Data Pre-processing

II. Data Preprocessing using Pandas:

From part 1 of this series, https://developers.decoded.africa/data-science-project-part-1/, we focused on web scrapping with selenium and fie handling. We managed to store the scrapped data in 'pigiame.csv' file. In this part of the series, we will have to first load the CSV file into jupyter's Integrated development environment(ide), clean it and do some Exploratory Data Analysis(EDA) on it.
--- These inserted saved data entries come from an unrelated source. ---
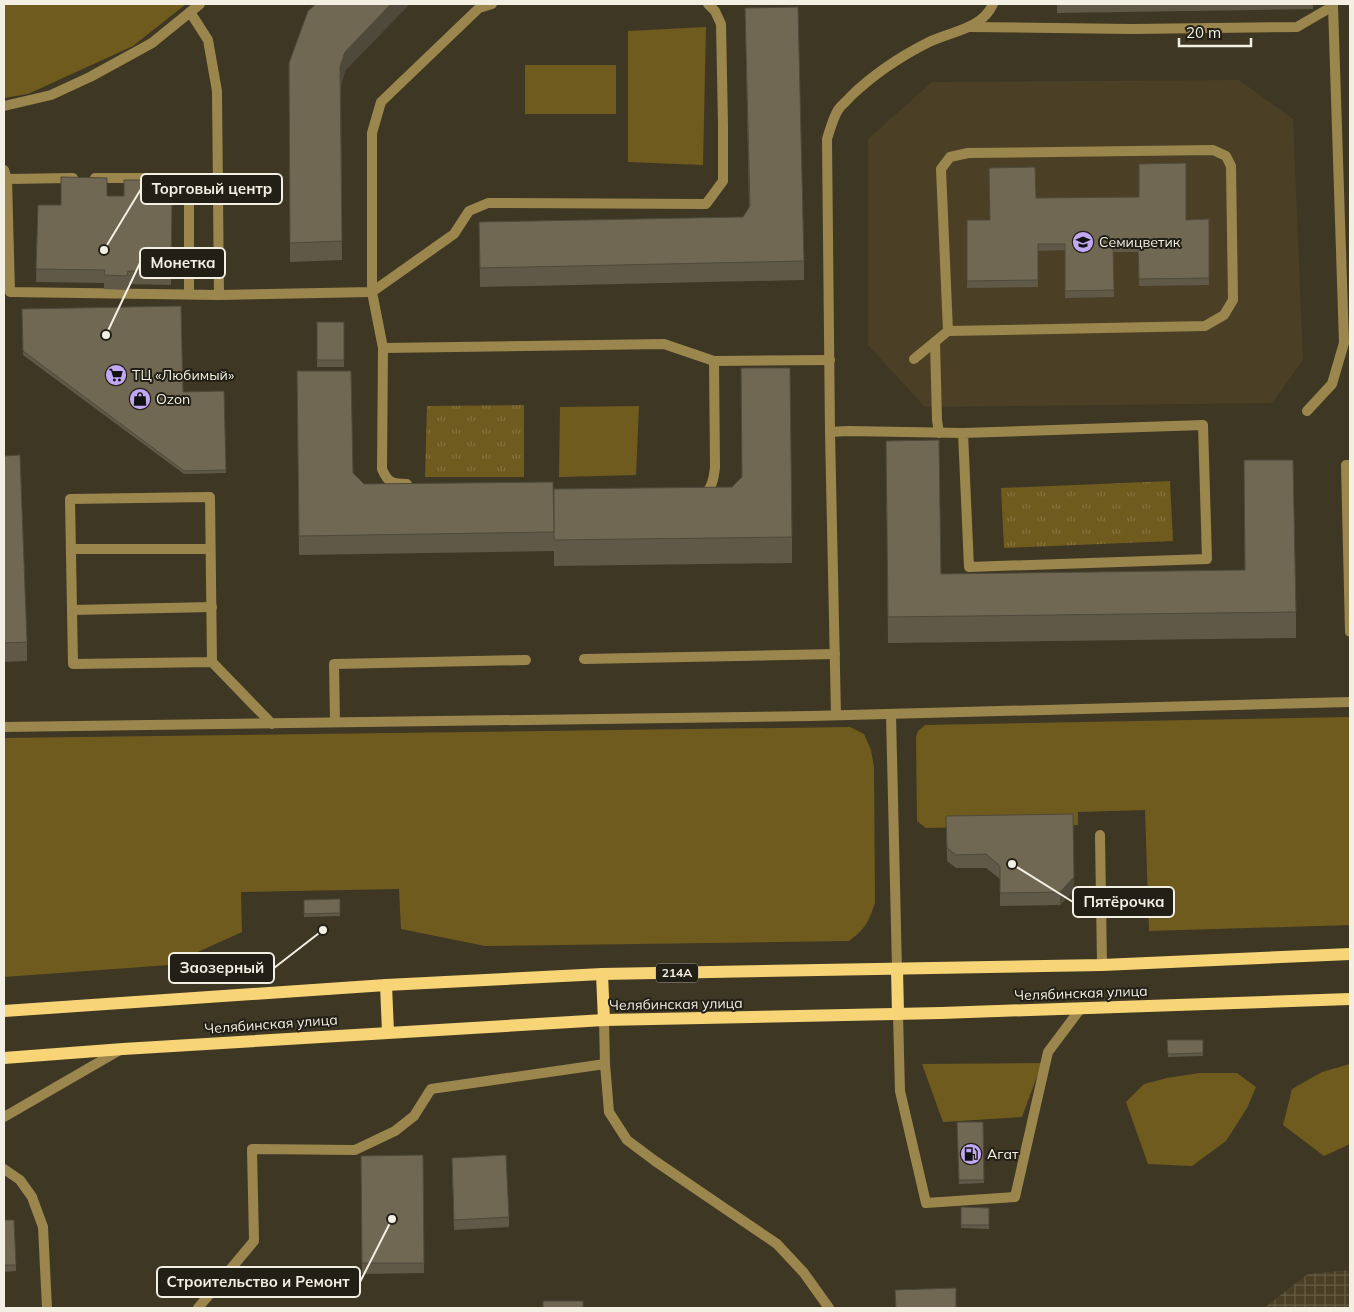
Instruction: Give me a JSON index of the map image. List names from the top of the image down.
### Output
{
  "streets": {
    "main road": ["214А", "Челябинская улица"]
  },
  "places": {
    "school or university": ["Семицветик"],
    "other": [
      "Торговый центр",
      "Монетка",
      "Пятёрочка",
      "Заозерный",
      "Строительство и Ремонт"
    ],
    "supermarket": ["ТЦ «Любимый»"],
    "shop": ["Ozon"],
    "fuel station": ["Агат"]
  },
  "scale_bar": "20 m"
}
In case you are new to jupyter you can learn more on it at https://developers.decoded.africa/ever-wondered-how-a-simple-data-science-project-looks-like/

The first step before running any code is loading the necessary libraries.

import pandas as pd
import seaborn as sns
import numpy as np
import matplotlib.pyplot as plt
from matplotlib.ticker import PercentFormatter
  • Pandas will be used for data frame manipulation.
  • Seaborn and matpoltlib's sub-library pyplot will be used for visualization.
  • Numpy will be used for its mathematical capabilities.
  • PercentFormatter module in matpoltlib's sub-library ticker will be used to convert axis values into percentages.

Loading the dataset is possible with the help of the code below:

# Importing dataset
tvs = pd.read_csv('pigiame.csv', header=None)
tvs.head()

The output shows a glimpse of the dataset after loading:

After loading our scrapped dataset, we need to clean it before we use it for analysis. The series of code below is well commented to show the cleaning process that is unique to every dataset.
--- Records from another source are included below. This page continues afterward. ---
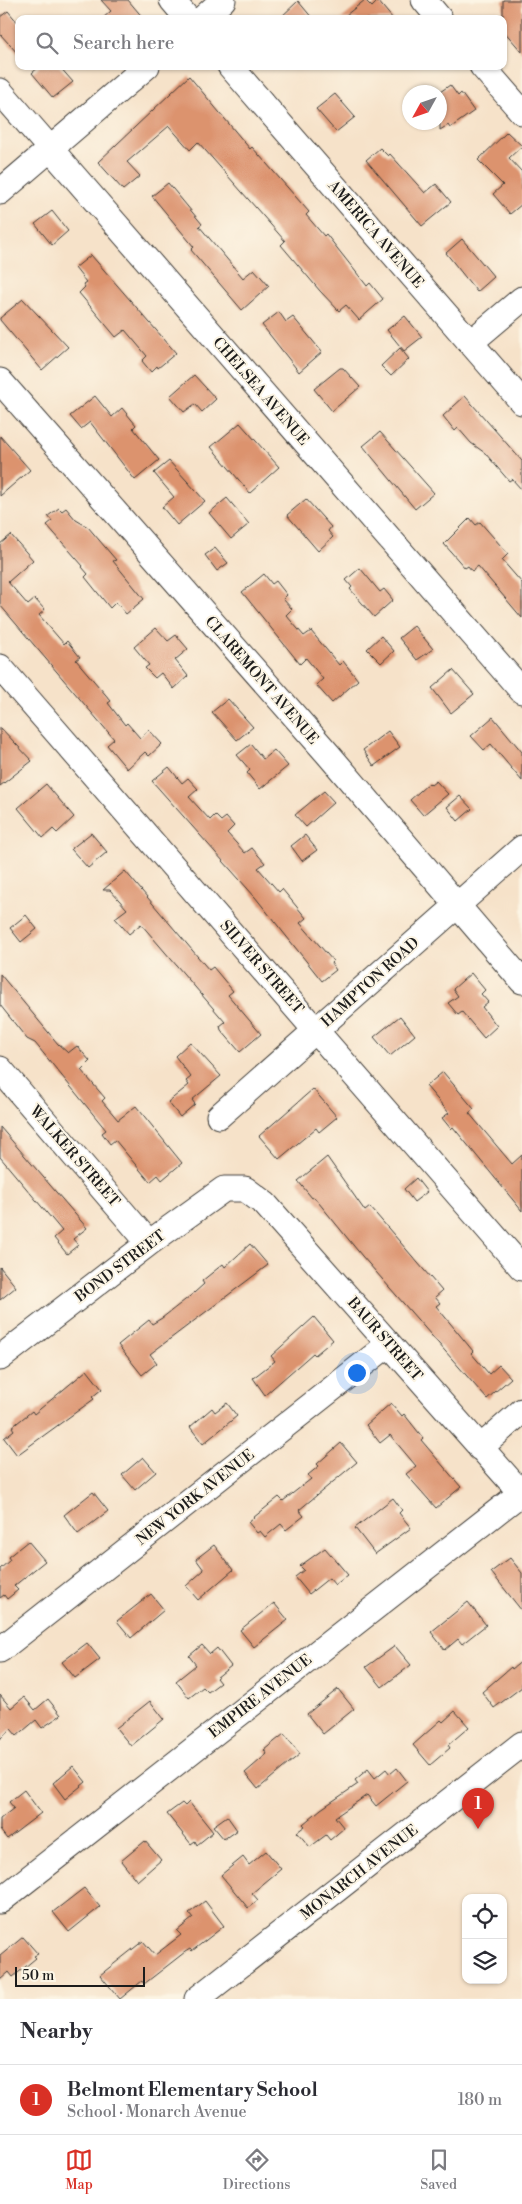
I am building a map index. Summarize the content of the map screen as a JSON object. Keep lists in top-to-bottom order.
{
  "streets": {
    "street": [
      "AMERICA AVENUE",
      "CHELSEA AVENUE",
      "CLAREMONT AVENUE",
      "SILVER STREET",
      "HAMPTON ROAD",
      "WALKER STREET",
      "BOND STREET",
      "BAUR STREET",
      "NEW YORK AVENUE",
      "EMPIRE AVENUE",
      "MONARCH AVENUE"
    ]
  },
  "crossings": [
    ["CLAREMONT AVENUE", "HAMPTON ROAD"],
    ["SILVER STREET", "HAMPTON ROAD"],
    ["WALKER STREET", "BOND STREET"],
    ["BOND STREET", "BAUR STREET"],
    ["BAUR STREET", "NEW YORK AVENUE"],
    ["BAUR STREET", "EMPIRE AVENUE"]
  ],
  "scale_bar": "50 m",
  "north": "bottom left",
  "page": {
    "search": "Search here",
    "pins": "1",
    "scale": "50 m",
    "heading": "Nearby",
    "list": [
      {
        "mark": "1",
        "name": "Belmont Elementary School",
        "note": "School · Monarch Avenue",
        "value": "180 m"
      }
    ],
    "nav": ["Map", "Directions", "Saved"]
  }
}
  • Duplicate values have to be dropped because some online retailers posted more than once therefore the data frame has replicated rows. After which you will notice the loss of a chunk of data.
tvs.drop_duplicates(inplace=True)
  • Renaming columns with logical names.
tvs.columns = ['Product', 'Condition', 'Brand', 'Location', 'Description', 'Price']
tvs.head(2)

The output confirms that the columns have been renamed:

From the above image, we can see that the last column(price) is a string. However, that column is more useful to us in numerical form. Through feature engineering this can be attained.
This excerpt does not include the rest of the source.